Na América Latina ventos progressistas têm novamente soprado e importantes vitórias eleitorais foram alcançadas nos últimos anos. Argentina, Bolívia, Chile, Peru, Colômbia e Brasil estão entre as mais recentes. Não há dúvidas de que significaram importantes avanços, porém o caso do golpe no Peru indica os limites desses governos progressistas na América Latina.

Pressionado pela extrema-direita fujimorista, Pedro Castillo, não conseguiu governar e enfrentou duas tentativas de impeachment e forte pressão conservadora no Congresso peruano.

Após sua tentativa de dissolução do Congresso, com a proposição de convocação de Assembleia Constituinte e novas eleições, as forças burguesas e de extrema-direita encontraram a brecha para aplicar o golpe no Peru.

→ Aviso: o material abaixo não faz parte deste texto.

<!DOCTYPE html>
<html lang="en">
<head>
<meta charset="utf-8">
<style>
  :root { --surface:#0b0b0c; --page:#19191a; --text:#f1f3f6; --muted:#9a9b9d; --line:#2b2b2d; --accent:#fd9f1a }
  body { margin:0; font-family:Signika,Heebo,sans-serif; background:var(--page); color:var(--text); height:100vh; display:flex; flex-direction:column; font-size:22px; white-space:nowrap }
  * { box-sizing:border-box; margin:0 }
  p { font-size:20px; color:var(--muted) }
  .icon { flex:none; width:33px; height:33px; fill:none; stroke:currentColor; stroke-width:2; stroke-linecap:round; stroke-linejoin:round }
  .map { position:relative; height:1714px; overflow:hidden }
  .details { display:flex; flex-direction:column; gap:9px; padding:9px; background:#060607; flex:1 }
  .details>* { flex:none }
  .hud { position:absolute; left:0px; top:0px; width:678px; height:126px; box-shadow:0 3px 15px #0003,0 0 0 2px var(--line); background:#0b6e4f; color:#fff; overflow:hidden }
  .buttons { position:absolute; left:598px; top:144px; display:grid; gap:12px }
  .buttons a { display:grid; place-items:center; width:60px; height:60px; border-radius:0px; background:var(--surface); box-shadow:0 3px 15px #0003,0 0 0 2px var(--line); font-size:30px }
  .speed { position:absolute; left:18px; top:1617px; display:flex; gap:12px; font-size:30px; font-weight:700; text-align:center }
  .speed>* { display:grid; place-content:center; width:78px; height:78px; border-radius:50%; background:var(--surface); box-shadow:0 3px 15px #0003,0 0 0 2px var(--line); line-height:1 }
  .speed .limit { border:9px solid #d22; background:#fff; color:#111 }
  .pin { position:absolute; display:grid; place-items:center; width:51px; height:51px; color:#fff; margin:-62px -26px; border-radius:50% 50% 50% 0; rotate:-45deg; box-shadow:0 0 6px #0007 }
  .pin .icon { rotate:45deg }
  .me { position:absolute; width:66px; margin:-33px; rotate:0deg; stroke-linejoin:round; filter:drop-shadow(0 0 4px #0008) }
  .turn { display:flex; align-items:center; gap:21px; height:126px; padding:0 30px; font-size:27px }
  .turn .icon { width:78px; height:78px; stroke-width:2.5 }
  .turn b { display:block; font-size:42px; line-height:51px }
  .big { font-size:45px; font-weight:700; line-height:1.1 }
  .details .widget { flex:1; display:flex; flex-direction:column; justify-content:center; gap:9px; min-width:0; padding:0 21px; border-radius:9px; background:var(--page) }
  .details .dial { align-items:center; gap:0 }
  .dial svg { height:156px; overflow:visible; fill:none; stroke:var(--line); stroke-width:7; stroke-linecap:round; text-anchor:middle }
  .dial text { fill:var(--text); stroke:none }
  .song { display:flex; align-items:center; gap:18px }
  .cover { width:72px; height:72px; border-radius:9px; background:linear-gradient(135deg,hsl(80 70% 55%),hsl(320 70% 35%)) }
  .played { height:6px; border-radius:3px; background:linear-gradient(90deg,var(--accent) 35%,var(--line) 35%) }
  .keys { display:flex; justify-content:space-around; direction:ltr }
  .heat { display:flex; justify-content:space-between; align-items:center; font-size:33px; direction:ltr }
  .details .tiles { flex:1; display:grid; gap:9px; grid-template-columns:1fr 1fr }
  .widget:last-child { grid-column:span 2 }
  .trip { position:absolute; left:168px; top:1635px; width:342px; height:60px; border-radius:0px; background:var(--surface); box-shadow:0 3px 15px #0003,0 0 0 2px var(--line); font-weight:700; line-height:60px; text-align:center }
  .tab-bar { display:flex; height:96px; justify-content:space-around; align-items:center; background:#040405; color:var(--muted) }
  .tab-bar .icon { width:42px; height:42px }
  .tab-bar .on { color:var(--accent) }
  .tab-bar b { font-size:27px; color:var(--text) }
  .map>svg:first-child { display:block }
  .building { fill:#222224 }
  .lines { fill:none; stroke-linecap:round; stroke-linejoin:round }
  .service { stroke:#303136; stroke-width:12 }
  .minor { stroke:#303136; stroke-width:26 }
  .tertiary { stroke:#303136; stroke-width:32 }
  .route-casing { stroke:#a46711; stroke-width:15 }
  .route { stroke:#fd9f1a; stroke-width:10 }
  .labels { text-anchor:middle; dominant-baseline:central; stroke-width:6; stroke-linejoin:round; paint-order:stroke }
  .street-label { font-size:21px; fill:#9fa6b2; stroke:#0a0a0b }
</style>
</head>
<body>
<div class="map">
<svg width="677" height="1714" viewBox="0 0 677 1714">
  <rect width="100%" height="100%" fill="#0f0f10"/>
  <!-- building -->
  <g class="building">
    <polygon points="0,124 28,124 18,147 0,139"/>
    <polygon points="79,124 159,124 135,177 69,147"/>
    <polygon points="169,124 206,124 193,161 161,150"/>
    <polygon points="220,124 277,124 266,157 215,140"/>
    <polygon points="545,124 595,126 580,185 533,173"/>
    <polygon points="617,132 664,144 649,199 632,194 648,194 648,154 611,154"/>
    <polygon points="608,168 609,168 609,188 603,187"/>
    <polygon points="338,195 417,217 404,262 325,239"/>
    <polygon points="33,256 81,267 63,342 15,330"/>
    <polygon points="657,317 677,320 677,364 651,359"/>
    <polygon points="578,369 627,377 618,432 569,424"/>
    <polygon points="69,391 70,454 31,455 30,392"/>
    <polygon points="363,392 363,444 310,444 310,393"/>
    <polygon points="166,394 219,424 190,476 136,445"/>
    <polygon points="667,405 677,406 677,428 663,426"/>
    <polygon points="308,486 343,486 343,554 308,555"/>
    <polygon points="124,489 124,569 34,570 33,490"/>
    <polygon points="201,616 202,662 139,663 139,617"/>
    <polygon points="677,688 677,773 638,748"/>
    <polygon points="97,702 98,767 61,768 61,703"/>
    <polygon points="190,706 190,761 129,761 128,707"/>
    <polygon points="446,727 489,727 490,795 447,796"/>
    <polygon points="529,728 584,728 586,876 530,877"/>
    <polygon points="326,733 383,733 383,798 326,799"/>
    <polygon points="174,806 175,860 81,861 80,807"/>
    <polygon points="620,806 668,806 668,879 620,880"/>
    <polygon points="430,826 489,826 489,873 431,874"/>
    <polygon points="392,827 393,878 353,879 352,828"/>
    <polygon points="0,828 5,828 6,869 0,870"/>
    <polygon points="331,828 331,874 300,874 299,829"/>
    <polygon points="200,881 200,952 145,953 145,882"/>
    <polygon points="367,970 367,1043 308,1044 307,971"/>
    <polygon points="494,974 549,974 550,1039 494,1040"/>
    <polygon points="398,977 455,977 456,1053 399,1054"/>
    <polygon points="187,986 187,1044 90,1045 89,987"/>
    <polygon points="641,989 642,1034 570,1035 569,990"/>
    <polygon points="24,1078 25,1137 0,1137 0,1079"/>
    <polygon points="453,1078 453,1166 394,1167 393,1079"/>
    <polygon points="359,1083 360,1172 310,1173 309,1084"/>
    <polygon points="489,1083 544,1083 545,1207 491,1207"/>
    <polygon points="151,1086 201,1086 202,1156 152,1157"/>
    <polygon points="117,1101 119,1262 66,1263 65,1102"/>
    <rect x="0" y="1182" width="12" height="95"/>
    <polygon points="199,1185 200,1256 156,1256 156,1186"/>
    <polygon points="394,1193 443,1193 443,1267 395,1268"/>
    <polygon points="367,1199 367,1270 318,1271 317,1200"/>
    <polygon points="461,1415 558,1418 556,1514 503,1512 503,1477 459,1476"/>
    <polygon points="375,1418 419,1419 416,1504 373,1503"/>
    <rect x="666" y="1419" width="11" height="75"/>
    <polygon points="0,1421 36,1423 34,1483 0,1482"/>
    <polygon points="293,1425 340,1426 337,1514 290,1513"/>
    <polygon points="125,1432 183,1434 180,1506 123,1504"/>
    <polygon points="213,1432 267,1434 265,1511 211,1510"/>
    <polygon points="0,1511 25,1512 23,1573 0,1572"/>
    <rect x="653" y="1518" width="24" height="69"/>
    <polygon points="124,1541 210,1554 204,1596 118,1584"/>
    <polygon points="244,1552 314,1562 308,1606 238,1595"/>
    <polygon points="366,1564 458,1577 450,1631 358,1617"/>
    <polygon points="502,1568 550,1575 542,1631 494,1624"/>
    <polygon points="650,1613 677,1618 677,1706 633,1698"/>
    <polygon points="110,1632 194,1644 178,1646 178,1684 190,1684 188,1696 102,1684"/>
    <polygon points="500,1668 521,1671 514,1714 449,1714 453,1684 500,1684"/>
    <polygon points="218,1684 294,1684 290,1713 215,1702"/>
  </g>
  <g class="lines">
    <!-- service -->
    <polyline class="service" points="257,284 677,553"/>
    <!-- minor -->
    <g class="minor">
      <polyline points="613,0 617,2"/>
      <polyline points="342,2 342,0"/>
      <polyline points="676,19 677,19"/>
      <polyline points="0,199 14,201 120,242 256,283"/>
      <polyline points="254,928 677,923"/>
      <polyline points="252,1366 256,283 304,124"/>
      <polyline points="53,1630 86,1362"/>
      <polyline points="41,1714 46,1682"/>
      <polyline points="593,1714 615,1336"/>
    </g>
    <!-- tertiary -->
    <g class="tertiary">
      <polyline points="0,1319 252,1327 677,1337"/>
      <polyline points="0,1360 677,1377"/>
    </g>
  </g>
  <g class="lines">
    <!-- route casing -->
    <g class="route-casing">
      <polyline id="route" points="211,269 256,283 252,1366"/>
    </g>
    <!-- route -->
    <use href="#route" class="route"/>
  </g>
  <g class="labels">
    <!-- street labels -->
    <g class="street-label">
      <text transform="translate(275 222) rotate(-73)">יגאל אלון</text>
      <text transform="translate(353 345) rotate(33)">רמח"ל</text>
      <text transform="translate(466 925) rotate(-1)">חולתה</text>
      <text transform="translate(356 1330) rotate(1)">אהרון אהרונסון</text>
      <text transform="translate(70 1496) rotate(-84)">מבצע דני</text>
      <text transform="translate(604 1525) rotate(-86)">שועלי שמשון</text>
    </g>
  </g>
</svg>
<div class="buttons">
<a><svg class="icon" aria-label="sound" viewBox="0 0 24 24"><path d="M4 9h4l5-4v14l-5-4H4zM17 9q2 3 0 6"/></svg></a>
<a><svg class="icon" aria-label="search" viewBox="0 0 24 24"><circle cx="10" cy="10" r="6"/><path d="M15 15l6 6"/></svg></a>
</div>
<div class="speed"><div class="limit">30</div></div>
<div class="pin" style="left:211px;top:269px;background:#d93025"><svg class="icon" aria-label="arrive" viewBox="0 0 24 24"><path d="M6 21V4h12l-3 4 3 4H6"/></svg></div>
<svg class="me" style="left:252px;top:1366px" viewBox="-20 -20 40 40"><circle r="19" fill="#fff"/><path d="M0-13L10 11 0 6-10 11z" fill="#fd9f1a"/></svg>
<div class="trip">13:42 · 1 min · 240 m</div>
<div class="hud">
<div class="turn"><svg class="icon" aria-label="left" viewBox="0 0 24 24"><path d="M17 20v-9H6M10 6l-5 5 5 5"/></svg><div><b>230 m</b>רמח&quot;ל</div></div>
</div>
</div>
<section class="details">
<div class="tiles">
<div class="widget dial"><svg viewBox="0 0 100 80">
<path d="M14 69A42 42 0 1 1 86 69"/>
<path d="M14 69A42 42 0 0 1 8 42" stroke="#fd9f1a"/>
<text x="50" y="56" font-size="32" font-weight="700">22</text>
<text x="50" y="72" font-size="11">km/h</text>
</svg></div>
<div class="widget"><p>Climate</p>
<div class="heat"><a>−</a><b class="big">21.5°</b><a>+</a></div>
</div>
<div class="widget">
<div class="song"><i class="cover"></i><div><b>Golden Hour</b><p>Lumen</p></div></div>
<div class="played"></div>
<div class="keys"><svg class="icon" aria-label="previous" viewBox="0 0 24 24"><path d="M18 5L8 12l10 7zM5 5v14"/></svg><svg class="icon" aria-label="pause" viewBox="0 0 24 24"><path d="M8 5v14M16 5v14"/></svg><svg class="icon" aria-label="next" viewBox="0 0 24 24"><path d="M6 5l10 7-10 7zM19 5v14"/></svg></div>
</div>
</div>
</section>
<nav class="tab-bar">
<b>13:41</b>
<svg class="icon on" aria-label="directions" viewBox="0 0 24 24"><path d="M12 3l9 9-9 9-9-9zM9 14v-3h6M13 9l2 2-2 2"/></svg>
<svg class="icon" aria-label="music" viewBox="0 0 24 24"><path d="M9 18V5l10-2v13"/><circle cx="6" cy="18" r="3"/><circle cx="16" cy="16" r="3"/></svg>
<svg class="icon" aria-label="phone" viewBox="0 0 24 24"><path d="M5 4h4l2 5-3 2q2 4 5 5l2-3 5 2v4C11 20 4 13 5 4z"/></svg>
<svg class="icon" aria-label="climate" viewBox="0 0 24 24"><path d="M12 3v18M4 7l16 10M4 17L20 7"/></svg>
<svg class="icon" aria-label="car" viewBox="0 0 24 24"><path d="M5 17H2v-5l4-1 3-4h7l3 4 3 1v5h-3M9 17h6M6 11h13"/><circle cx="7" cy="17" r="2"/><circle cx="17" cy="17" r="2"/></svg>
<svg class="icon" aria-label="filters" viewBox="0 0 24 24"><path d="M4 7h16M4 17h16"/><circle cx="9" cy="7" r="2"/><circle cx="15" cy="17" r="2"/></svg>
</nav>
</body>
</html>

Castillo foi preso e destituído do poder, assumindo sua vice, Dina Boluarte, compromissada com a extrema-direita fujimorista, bem como com os setores da direita neoliberal, ambos submissos ao imperialismo. No Peru os fujimoristas se organizam em torno do partido Força Popular e os neoliberais no partido Avança País.

Para quem se situa na superficialidade das análises de conjuntura da América Latina, ou seja, excluindo os interesses de classe ao observar a situação concreta, a ação de Castillo fica parecendo condenável e Dina Boluarte aparece como uma espécie de “salvadora da democracia”.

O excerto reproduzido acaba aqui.